● **Task item**:
In the data below, find each line carrying the string "dasharray" and copy it out.

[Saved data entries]
╭──

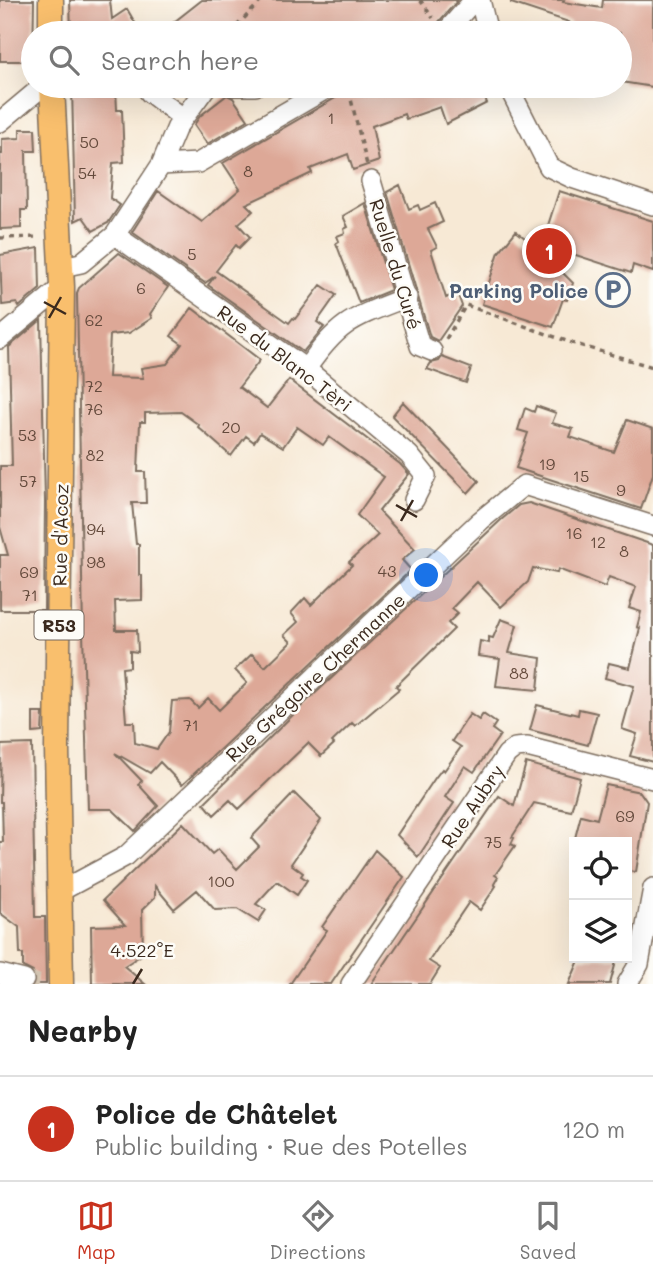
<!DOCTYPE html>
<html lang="en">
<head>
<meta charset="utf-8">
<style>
  :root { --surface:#fff; --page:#f6f6f6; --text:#222; --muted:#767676; --line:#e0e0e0; --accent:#c8321e }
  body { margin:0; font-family:Mali,sans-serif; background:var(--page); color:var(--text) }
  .controls { position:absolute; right:21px; bottom:21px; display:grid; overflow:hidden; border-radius:0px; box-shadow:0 7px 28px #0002 }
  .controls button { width:63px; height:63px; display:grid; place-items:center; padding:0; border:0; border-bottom:2px solid var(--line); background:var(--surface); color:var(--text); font:35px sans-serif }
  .you { position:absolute; left:427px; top:576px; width:24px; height:24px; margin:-18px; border:5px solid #fff; border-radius:50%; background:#1a73e8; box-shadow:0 0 0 10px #1a73e833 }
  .badge { display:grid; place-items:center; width:46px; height:46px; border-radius:50%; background:var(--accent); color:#fff; font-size:23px; font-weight:700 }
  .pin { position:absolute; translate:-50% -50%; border:4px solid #fff; box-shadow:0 2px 7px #0006 }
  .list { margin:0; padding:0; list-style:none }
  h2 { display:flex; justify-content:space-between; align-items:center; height:91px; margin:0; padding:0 28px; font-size:30px }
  h2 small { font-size:23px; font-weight:400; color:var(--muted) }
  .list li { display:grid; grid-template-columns:46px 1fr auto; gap:21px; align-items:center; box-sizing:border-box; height:105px; padding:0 28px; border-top:2px solid var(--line) }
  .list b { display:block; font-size:26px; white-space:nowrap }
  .list p { margin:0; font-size:23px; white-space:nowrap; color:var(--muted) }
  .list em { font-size:23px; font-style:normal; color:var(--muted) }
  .icon { flex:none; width:38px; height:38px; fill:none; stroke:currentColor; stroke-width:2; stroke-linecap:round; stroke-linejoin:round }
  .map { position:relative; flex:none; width:653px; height:984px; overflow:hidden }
  .search { position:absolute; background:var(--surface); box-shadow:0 7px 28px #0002; left:21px; right:21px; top:21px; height:77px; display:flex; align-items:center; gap:18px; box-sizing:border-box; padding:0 24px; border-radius:38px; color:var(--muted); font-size:26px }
  .sheet { height:196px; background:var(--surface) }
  nav { display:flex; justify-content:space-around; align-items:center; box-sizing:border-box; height:98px; border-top:2px solid var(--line); background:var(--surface); font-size:19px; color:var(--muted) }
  nav a { display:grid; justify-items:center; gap:4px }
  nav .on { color:var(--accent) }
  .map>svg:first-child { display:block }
  .building { fill:#dda897; fill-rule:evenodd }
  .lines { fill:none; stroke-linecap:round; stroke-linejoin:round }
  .minor-tunnel { stroke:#d1c3b0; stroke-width:19; stroke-dasharray:19 10; stroke-linecap:butt }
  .minor-casing { stroke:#7d6d5e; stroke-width:22 }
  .major-casing { stroke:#7d6d5e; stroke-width:27 }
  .path { stroke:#7d6d5e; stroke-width:3.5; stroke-dasharray:5 5; stroke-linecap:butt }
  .minor { stroke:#fff; stroke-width:19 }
  .major { stroke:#f9bf6d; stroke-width:24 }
  .ticks { fill:none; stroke:#3b2a1e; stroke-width:2.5 }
  .labels { text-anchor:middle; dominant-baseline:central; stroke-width:5; stroke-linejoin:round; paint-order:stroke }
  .number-label { font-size:16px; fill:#644a3c }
  .shield { fill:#fdfcf7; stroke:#75695f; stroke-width:2 }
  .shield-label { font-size:18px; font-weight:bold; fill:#3b2a1e }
  .street-label { font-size:19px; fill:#3b2a1e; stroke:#fdfcf7 }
  .service-label { font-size:19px; font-weight:bold; fill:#4e5e75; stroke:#fdfcf7; text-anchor:end }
  .ticks-label { font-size:18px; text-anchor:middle; fill:#3b2a1e; stroke:#fdfcf7; stroke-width:5; stroke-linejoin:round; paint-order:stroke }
</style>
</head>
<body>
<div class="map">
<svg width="653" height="984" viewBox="0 0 653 984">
  <rect width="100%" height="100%" fill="#fdfcf7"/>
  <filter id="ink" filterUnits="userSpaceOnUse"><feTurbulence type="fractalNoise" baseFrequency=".0143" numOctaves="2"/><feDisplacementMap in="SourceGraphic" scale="14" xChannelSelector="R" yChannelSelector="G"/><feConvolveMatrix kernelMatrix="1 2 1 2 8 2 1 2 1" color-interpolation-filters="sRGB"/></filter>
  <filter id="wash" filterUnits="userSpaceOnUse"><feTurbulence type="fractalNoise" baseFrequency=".00686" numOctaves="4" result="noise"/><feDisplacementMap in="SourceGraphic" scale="28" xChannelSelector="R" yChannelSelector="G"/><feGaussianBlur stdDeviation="1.57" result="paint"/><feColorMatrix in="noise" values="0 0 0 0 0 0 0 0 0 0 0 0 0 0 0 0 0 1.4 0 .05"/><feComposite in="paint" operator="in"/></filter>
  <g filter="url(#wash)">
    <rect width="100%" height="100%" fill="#f7e9d5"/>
    <g id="blocks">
      <path class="building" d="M0 0H34L33 58H24V61H0Z
        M70 0H110L112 19 127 9 141 33H71Z
        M202 0H458L436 25 433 33H160Z
        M511 0H564L563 2 602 8 603 0H653V87L621 82 627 47 620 45V33L579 30 574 28 569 22 511 3Z
        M72 86H104V90H116L117 110H122L124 162 113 163 110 198 120 205 108 223 93 231 83 217 75 221Z
        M353 86H480L487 103 446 124 440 107 406 119 404 114 372 126 379 161 353 170 348 154 310 169 312 173 246 204 253 211 238 224 250 237 239 248 236 245 216 271 289 323 293 318 295 319 321 285 336 295 317 322 324 327 303 352 208 285 215 276 205 283 132 232 158 191 202 222 240 189 223 163 337 97 342 90Z
        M227 95 233 98 248 120 207 144 194 125 200 116Z
        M20 129H35L36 151H26L27 210H21V228L0 229V154H2V139L20 138Z
        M400 185 409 209 418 205 420 210 435 203 443 222 428 229 437 247 431 250 446 298 457 293 462 306 438 341 430 337 387 192Z
        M559 191 653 221V272L633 265 631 273 542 244Z
        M365 203 391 290 359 303 336 243 339 241 337 236 345 233 344 229 348 227 343 216Z
        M516 231 539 249 573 283 567 300 563 299 553 327 482 304 499 252Z
        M39 248 40 289 19 307 17 303 2 305 0 255Z
        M119 253 168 287 150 314 152 318 129 333 110 335 108 377 143 378 141 368 167 364 182 344 171 336 192 308 260 360 239 387 267 408 289 380 400 464 409 474 379 511 415 549 402 560 411 570 182 785 160 762 150 773 115 753 142 781 138 784 158 806 135 831 112 809H88L83 632 77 293 79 288ZM181 412 199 425 198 427 231 456 246 436 254 442 260 433 283 447 297 427 323 445 329 437 384 477 357 515 378 535 349 562 352 565 311 605 305 598 291 613 298 622 284 635 291 642 265 667 252 654 235 670 247 683 219 710 208 698 198 708 190 700 172 701 169 732 157 749 135 743 134 722H126L122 668 130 667V651L138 652 137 630H116L115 601 142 600V575H139V544H136L132 503H146L145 472H138L140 422H145V413Z
        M41 320 45 502 44 610H0V555H8L0 527V466H12L9 347Z
        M442 357 471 368 466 383 427 369 431 363 439 361Z
        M403 402 479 481 468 493 392 416Z
        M536 406 556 413 552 423 573 429 570 437 614 452 627 420 653 429V474L641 509 516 468 528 433 518 430 525 408 534 412Z
        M529 503 653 545V762L630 756 637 734 622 729 634 686 605 678 609 663 630 668 640 628 637 627 641 612 629 608 636 587 609 577 605 587 558 569 557 573 533 568 528 582 501 607 477 582 452 608 458 613 448 623 454 629 396 686 399 689 355 726 352 723 332 742 334 744 321 756 308 743 239 809 230 800 214 815 204 803 306 702 501 520 519 505Z
        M501 619 517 625 509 653 541 658 538 690 496 686 500 659 478 656 480 641 489 643V637L493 638Z
        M537 705 578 715 579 709 597 713 588 745 530 730Z
        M33 713H43L42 732 33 733Z
        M470 714 479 720 483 714 496 723 492 729 500 735 474 772 465 766 445 797 454 803 418 857 397 835 435 778 442 769 444 771 461 747 452 741Z
        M32 744 35 917H45L46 984H35L36 977 33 972 23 967V954H20L19 927 0 913V842H3L2 802H0L1 745Z
        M526 763 580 778 571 811 534 803 512 837 514 838 511 844 515 846 495 875 498 877 494 884 496 886 480 910 469 902 429 961 440 968 430 984H371L499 796 514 806Z
        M606 785 640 792 647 802 636 872 627 871V842H574L581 815 597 819Z
        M294 793 321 820 291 864 303 873 301 876 307 880 297 895 277 881 256 904 266 910 258 922 237 909 215 910 197 890 174 909 155 886V897L142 910 143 954 124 966 145 984H92L91 926 125 925 103 900 155 850 183 823 212 854 218 849 237 869 259 847 251 838Z
        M375 850 404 877 331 984H290L327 930 322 927Z
        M580 958H617L610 984H569Z"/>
    </g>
  </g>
  <g filter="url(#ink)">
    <use href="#blocks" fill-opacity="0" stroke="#7d6d5e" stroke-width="2"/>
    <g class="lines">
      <path class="minor-tunnel" d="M24 980 38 984"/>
      <g class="minor-casing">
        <path id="minor" d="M480 0 488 33
          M445 33 474 0
          M145 86 150 93 183 118
          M234 86H255
          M508 86 549 167 572 178 653 205
          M0 122 43 86
          M161 165 177 127 207 86
          M371 181 420 346 432 351
          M115 235 306 369 409 455 426 476 414 500
          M62 267 81 263 115 235 161 165 198 163 331 86
          M0 339 62 287
          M306 369C340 320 353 318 407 297
          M59 892 126 856 480 521 524 485 653 526
          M0 974 24 980
          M351 984 507 754 515 748 527 747 653 779
          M627 984 639 964 653 888"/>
      </g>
      <g class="major-casing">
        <path id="major" d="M51 0V33
          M52 86 62 287 57 748 61 984"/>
      </g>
      <path class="path" d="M420 0 433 18
        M230 33 262 0
        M349 91 367 165
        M0 238 40 237
        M446 339 466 305 572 343 653 367"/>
      <use href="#minor" class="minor"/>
      <use href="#major" class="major"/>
    </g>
  </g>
  <path class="ticks" d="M44 302 66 314M49 318 61 297M396 505 417 517M401 521 413 500M133 984 142 969"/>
  <defs>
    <g id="parking-ring" transform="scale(1.75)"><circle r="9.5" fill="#fdfcf7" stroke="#5c6f8a" stroke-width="1.5"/><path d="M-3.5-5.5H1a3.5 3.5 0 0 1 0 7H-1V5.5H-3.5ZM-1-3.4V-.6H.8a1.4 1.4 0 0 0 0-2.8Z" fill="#5c6f8a"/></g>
  </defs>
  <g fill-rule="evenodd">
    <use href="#parking-ring" x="613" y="290"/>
  </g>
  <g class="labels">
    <g class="number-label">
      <text x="331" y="117">1</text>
      <text x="89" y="141">50</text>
      <text x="248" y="170">8</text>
      <text x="87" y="172">54</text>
      <text x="192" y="253">5</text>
      <text x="141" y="287">6</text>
      <text x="94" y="319">62</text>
      <text x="94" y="385">72</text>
      <text x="94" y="408">76</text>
      <text x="231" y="426">20</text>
      <text x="27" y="434">53</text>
      <text x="95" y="454">82</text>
      <text x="547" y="463">19</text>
      <text x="581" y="475">15</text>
      <text x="28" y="480">57</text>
      <text x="621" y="489">9</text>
      <text x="96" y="528">94</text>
      <text x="574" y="532">16</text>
      <text x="598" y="541">12</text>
      <text x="624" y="550">8</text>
      <text x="96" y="561">98</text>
      <text x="387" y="570">43</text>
      <text x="29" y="571">69</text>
      <text x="30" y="594">71</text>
      <text x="519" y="672">88</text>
      <text x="191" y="724">71</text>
      <text x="625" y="815">69</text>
      <text x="493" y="841">75</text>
      <text x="221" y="880">100</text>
    </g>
    <rect class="shield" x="34.5" y="610.5" width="49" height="29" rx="5"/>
    <g class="shield-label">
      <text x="59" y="625">R53</text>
    </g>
    <g class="street-label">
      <text transform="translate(396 264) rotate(73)">Ruelle du Curé</text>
      <text transform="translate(285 358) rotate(37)">Rue du Blanc Tèri</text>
      <text transform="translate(60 535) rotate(-89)">Rue d'Acoz</text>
      <text transform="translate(315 677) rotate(-43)">Rue Grégoire Chermanne</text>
      <text transform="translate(472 806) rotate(-56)">Rue Aubry</text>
    </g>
    <g class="service-label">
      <text x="588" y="290">Parking Police</text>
    </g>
  </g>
  <g class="ticks-label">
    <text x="142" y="957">4.522°E</text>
  </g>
</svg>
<div class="controls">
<button><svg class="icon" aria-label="locate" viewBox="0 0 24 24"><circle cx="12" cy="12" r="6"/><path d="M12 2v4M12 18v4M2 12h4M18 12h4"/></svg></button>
<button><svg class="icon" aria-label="layers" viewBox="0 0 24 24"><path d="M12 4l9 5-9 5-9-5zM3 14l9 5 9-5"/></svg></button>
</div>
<div class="you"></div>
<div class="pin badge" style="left:549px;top:251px">1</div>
<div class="search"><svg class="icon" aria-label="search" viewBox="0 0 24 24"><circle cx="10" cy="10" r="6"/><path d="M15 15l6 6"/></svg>Search here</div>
</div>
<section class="sheet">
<h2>Nearby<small></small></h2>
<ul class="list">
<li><span class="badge">1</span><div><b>Police de Châtelet</b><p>Public building · Rue des Potelles</p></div><em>120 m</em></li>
</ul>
</section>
<nav>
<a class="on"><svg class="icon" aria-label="map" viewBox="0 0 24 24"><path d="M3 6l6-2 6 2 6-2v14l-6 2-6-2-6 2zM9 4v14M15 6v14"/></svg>Map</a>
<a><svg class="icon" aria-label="directions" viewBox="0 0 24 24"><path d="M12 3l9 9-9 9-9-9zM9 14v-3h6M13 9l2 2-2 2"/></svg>Directions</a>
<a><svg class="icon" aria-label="saved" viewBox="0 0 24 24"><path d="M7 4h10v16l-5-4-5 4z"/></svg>Saved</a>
</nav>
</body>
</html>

╰──

● **Task solution**:
  .minor-tunnel { stroke:#d1c3b0; stroke-width:19; stroke-dasharray:19 10; stroke-linecap:butt }
  .path { stroke:#7d6d5e; stroke-width:3.5; stroke-dasharray:5 5; stroke-linecap:butt }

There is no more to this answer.